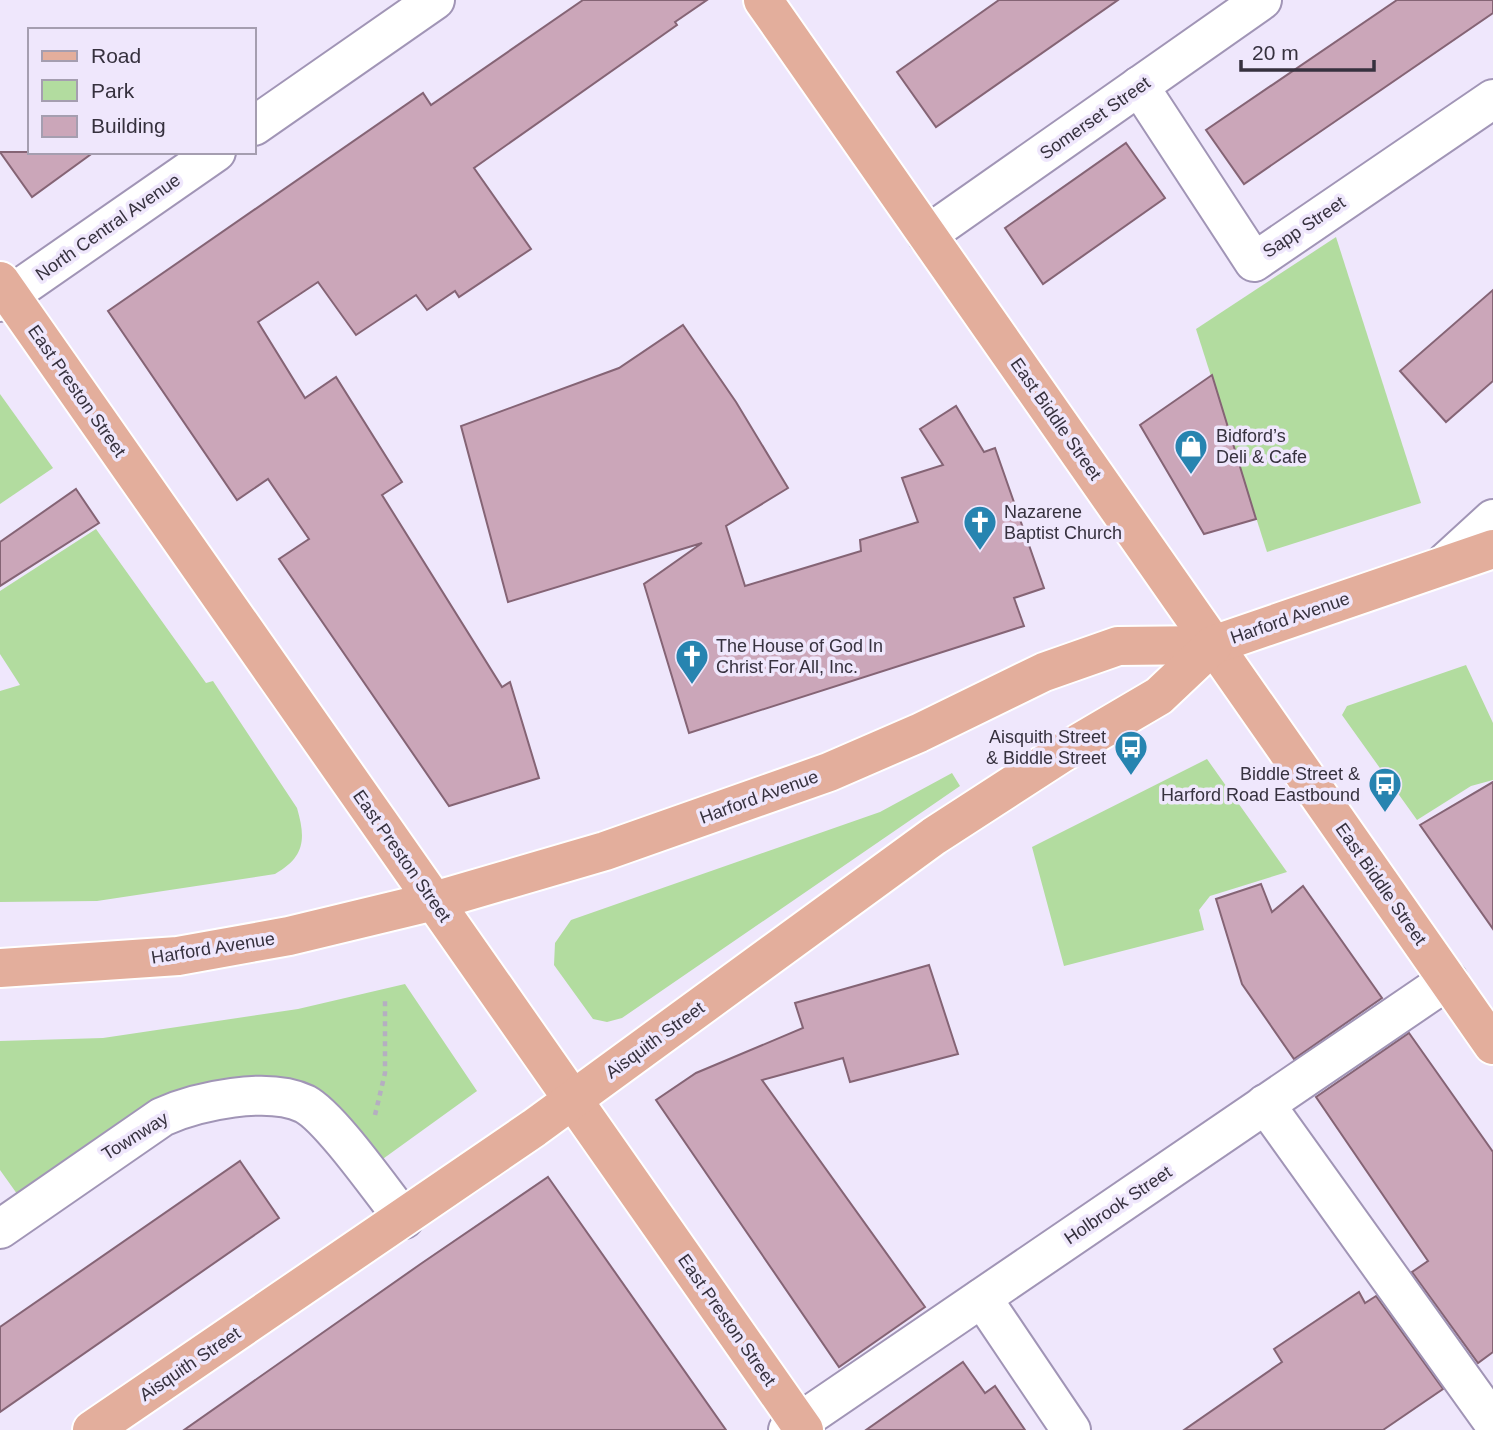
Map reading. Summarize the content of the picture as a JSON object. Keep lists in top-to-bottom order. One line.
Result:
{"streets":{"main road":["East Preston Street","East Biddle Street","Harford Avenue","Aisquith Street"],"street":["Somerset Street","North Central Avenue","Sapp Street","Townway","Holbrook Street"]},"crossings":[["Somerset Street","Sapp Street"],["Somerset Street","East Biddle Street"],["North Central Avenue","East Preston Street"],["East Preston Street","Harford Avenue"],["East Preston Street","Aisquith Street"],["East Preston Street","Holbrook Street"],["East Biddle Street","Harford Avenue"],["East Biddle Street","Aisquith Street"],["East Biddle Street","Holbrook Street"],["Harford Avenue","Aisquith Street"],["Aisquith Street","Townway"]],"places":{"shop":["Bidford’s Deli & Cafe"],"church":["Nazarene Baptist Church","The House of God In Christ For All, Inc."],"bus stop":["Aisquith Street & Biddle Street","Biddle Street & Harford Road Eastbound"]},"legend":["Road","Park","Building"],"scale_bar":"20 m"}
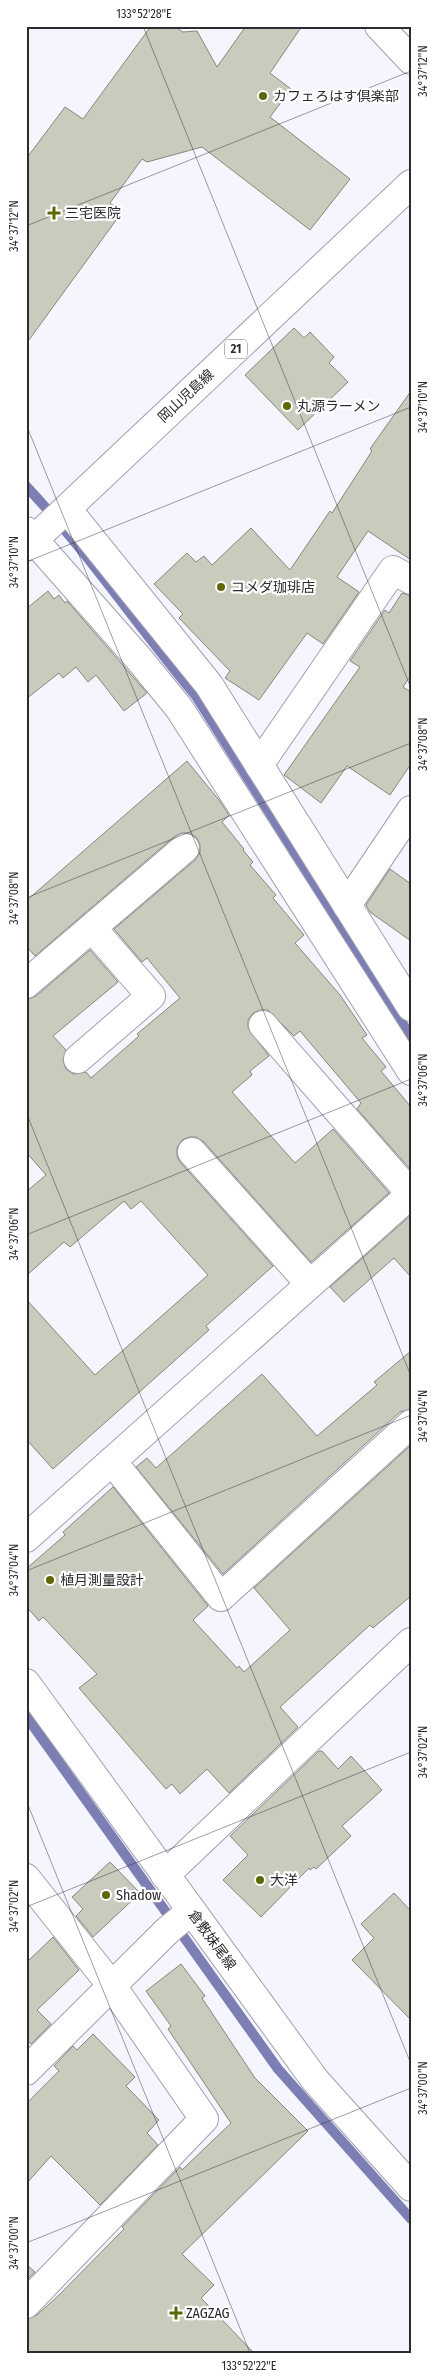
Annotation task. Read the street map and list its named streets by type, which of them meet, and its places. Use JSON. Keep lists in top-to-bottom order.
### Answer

◇ ◇ ◇ ◇

§ **TRY IT**: The expected answer is a copy of each line in the records that holds the word "Keep".

§ **PROBLEM SOLUTION**:
Map reading. Summarize the content of the picture as a JSON object. Keep lists in top-to-bottom order. One line.
Annotation task. Read the street map and list its named streets by type, which of them meet, and its places. Use JSON. Keep lists in top-to-bottom order.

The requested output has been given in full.